Bon, il n’est pas certain que, pour le CNML et au regard des problèmes de « gouvernance », ce rapport soit exactement ce qui était souhaité. Par contre, l’UNML est créditée avec cette préconisation « d’une meilleure représentativité des missions locales » au CNML, les présidents étant « nommés pour moitié par décret et pour l’autre moitié par ou au titre de l’UNML. » Reste toutefois que l’UNML est jugée « peu claire » : des marges de progrès donc… et l’on voit assez aisément où elles pourraient commencer à être conquises. Sans trop de difficulté. Enfin, c’est une opinion.

Concours.

On se souvient que, dans ce même rapport de l’IGF, il est proposé d’étudier le changement de nom des missions locales. Ca n’a évidemment pas tardé : une première contribution de Denis : « On peut lancer un concours pour le futur nom des missions locales ! Chouette ! Non, chouette n’est pas le nom que je propose… Voici mes propositions :

– Bienvenue à pioupiouland  (ça, c’est uniquement pour faire plaisir à Philippe)

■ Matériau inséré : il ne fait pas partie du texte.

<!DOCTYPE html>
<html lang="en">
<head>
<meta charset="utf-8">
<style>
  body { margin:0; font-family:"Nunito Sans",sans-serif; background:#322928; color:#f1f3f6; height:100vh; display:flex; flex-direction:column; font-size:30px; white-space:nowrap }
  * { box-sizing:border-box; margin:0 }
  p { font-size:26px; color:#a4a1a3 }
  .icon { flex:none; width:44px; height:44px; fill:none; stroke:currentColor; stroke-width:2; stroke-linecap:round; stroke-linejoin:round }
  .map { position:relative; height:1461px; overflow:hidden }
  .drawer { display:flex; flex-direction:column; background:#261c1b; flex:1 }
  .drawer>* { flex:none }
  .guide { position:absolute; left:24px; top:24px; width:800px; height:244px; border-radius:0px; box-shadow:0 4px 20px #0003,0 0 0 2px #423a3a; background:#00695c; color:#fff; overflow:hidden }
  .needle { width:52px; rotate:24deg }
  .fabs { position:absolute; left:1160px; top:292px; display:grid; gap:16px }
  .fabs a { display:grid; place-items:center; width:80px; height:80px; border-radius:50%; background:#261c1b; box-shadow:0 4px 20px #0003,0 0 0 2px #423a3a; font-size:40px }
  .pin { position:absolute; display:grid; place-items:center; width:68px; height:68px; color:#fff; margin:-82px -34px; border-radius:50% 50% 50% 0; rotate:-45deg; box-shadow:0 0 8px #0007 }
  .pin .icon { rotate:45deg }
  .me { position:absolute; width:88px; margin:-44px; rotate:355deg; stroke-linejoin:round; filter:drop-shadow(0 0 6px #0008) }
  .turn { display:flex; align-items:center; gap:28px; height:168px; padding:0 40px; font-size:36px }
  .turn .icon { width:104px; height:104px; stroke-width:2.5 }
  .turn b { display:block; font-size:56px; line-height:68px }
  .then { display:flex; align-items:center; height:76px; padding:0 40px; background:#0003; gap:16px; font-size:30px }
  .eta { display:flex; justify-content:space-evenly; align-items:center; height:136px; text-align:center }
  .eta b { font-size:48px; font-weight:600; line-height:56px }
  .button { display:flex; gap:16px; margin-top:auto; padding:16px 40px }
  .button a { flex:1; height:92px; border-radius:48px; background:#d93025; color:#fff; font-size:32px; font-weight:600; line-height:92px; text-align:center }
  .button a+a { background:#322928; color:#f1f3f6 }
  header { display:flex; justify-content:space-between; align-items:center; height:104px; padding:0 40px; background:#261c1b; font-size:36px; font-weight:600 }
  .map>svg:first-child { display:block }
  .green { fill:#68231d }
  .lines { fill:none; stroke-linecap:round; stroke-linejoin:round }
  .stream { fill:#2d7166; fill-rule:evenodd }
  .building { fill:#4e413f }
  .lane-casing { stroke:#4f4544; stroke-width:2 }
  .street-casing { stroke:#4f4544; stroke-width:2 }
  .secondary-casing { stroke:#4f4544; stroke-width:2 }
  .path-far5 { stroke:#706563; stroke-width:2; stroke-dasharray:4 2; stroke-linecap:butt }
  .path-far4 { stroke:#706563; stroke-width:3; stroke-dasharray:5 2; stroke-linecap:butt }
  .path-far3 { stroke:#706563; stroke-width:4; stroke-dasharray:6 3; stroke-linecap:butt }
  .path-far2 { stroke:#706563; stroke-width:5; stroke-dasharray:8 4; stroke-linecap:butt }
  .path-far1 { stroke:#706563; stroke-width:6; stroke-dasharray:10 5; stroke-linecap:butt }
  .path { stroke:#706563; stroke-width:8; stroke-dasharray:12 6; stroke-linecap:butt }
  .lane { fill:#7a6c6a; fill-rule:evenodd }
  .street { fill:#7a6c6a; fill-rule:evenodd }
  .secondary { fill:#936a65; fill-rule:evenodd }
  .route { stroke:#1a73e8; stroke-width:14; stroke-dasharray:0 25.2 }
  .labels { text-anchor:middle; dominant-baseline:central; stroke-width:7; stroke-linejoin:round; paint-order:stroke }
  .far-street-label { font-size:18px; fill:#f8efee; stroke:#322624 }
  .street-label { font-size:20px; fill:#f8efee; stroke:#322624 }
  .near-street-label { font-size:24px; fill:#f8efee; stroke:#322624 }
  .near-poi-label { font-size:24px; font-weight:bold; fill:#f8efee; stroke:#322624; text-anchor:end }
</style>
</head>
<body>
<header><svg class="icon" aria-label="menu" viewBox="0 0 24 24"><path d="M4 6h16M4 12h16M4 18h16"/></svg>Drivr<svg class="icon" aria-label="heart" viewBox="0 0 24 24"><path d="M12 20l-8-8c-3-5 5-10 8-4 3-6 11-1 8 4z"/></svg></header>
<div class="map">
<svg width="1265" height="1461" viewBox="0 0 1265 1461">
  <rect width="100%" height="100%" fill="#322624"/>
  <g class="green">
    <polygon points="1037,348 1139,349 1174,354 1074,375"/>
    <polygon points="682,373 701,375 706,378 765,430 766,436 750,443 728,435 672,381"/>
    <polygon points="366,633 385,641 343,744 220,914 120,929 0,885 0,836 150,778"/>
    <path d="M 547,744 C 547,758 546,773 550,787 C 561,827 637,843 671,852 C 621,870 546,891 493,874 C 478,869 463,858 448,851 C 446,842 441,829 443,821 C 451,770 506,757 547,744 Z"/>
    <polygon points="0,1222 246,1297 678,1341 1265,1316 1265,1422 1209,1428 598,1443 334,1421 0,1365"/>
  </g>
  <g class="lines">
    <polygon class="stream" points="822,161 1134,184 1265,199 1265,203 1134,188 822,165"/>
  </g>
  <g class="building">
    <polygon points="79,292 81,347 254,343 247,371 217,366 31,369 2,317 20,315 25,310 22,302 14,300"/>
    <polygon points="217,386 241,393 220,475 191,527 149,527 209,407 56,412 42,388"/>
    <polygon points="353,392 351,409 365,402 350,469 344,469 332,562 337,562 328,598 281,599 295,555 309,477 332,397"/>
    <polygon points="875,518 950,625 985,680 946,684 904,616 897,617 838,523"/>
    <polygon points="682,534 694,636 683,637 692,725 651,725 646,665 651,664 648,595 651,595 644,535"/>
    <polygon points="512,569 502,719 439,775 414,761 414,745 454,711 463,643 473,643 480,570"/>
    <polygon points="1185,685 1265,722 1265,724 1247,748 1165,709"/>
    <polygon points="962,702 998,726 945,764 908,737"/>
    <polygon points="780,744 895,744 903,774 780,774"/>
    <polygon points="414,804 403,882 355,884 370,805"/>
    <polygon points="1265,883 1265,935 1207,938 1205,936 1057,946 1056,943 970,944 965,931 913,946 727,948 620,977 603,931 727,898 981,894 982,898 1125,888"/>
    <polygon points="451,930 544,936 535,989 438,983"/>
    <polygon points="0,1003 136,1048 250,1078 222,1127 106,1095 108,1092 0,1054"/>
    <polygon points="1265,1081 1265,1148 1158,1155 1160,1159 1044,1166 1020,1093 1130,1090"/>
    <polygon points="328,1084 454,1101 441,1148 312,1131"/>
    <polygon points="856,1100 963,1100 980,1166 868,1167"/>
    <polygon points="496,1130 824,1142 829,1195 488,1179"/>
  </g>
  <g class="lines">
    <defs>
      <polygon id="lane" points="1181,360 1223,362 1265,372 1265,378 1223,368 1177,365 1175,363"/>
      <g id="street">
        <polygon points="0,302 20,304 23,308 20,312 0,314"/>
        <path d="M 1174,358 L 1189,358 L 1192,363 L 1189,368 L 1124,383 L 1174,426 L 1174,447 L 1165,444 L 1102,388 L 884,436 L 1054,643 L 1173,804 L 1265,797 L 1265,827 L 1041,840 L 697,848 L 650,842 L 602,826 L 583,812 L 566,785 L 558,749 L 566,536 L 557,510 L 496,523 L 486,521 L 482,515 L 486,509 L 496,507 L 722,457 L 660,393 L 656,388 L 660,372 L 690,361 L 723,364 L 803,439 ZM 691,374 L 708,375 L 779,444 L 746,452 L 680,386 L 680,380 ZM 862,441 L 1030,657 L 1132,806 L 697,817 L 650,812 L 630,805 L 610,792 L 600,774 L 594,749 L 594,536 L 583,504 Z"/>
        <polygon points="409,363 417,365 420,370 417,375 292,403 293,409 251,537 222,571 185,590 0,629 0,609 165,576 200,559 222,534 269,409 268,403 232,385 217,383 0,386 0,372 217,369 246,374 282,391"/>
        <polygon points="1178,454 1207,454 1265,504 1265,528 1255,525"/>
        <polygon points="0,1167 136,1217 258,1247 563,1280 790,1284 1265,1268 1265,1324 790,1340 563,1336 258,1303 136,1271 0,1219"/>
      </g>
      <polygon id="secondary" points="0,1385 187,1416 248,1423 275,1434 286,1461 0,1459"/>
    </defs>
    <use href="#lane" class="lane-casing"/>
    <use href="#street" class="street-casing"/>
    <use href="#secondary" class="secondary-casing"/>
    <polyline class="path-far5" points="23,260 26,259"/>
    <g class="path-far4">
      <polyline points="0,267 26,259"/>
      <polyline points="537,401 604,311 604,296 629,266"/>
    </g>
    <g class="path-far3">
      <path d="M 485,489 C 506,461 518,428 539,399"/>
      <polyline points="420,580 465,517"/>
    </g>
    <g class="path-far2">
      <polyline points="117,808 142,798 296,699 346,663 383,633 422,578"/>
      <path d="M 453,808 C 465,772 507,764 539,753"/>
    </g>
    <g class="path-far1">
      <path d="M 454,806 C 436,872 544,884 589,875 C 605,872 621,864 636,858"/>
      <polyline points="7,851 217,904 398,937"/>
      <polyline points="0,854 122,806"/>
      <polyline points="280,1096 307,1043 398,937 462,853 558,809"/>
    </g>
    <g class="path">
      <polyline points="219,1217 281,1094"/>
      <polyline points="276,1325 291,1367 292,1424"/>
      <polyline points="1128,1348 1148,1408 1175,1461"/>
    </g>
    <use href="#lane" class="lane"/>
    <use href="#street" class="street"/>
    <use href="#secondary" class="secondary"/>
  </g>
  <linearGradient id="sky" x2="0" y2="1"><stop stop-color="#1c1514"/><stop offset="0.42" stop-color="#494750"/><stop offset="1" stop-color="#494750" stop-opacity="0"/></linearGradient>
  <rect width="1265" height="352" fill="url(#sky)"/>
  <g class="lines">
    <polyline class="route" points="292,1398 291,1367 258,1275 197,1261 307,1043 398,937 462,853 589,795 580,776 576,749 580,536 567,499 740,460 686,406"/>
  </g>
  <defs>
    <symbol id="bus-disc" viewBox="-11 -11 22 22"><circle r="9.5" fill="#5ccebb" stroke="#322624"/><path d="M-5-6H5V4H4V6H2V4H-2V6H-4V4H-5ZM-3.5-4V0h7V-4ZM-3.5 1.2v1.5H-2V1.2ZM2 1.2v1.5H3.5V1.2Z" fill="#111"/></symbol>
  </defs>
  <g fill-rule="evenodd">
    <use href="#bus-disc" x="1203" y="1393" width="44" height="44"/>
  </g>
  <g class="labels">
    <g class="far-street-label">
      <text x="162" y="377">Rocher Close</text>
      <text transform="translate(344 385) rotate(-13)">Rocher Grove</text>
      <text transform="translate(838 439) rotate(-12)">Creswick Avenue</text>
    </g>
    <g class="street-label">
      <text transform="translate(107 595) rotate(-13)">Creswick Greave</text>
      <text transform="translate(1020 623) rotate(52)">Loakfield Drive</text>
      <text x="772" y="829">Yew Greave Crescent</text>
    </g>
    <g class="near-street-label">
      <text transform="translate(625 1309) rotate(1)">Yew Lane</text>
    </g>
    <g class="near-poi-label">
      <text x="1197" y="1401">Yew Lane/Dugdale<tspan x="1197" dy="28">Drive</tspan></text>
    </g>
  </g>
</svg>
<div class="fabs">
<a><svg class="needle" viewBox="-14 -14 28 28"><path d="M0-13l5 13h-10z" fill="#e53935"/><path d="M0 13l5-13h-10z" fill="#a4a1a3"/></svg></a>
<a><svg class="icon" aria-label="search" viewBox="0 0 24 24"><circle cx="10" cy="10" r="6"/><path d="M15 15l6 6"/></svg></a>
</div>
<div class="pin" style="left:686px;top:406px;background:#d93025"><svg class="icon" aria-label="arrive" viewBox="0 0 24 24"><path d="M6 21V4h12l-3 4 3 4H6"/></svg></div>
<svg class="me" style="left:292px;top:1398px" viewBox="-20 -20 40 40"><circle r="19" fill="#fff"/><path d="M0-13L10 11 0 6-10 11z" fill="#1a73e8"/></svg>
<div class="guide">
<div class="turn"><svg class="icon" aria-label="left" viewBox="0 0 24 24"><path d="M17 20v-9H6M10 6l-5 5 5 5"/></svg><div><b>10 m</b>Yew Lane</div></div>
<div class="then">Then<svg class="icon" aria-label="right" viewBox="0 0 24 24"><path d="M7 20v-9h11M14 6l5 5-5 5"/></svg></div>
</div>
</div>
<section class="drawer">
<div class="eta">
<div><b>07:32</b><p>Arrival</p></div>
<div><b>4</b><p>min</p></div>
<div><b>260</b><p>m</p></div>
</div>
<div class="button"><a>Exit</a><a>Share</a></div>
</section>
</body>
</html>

– Djeun’s-namik  (pour faire dynamique …)

– Emplois Jeunes (pour les souvenirs !) (3)

– Pôle Jeunes Emploi (non, je ne l’ai pas écrit, on m’a forcé, je vous le jure !!!) »

On lance un concours ? Personnellement, la nécessité d’un nom commun ne me semble pas ou en tout cas moins s’imposer dès lors que chaque structure est identifiée avec un même visuel. Ainsi, par exemple, Innovam – dont il a été question ici avec la publication de leur chouette Ca se passe près de chez vous – c’est bien, d’autant plus que cela rappelle ce « devoir » d’innovation quelque peu (dé)laissé de côté, entre l’enclume des CIVIS et le marteau des PPAE, dans beaucoup de missions locales. Enfin, c’est une opinion.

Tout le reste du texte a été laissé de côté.